Hypothyroidism has been reported to occur in ∼18 % of patients who receive 131I-tositumomab despite thyroid blockade prior to therapy, but is probably less with careful attention to thyroid blockade. Secondary myelodysplastic syndrome/acute myelogenous leukemia (MDS/AML) has been reported in 2–4 % of patients with recurrent NHL who received RIT (Zevalin package insert 2009; Bexxar package insert 2003). The patients in these studies were heavily pretreated, and the role of RIT versus exposure to prior cytotoxic agents and a history of NHL in the development of MDS/AML are unresolved.

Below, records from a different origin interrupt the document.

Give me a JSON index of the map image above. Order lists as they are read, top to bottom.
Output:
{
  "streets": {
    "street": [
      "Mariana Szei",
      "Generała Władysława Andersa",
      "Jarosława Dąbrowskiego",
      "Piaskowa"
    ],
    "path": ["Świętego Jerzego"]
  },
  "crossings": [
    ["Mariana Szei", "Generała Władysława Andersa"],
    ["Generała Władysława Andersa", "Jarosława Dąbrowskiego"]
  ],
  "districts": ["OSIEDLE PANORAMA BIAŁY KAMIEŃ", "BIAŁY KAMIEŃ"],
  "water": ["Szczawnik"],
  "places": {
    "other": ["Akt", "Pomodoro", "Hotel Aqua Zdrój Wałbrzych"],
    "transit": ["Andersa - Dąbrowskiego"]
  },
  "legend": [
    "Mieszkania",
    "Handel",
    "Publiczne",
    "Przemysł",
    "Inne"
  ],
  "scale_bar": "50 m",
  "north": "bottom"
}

Czuczman et al. (2007) retrospectively reviewed the data from 746 patients previously treated with 90Y-ibritumomab tiuxetan from 1996 to 2002 who were participating in clinical trials and compassionate use trials. Nineteen patients (2.5 %) developed MDS/AML at a median of 5.6 years (1.4–13.9 years) after RIT. The annualized incidences of MDS/AML after NHL diagnosis (0.3 % per year) and after treatment (0.7 % per year) were not more than those expected in heavily pretreated patients with NHL. This experience may be relevant to the experience with 131I-tositumomab. At a median follow-up of 5.1 years, no cases of MDS/AML were reported in 76 patients with untreated follicular NHL treated with 131I-tositumomab as front-line therapy, though a single case has been reported after longer term follow-up (Kaminski et al. 2005). Patients with NHL are generally at higher risk for the development of MDS/AML and should be monitored carefully.
1.5 Front-line and Consolidation Therapy with RIT
RIT has also been investigated in front-line and consolidation settings. In both instances, single doses of RIT are effective and can produce long-term remissions. In 76 untreated patients with follicular NHL, Kaminski et al. reported a 95 % overall response rate and a 75 % complete response rate to a single dose of 131I-tositumomab (Kaminski et al. 2005). The estimated median progression-free survival rate at 5 years was 59 % and the mean progression-free survival was 6.1 years. The relapse rate decreased progressively with time from the first RIT and suggests that the quality of initial response is important for subsequent relapse.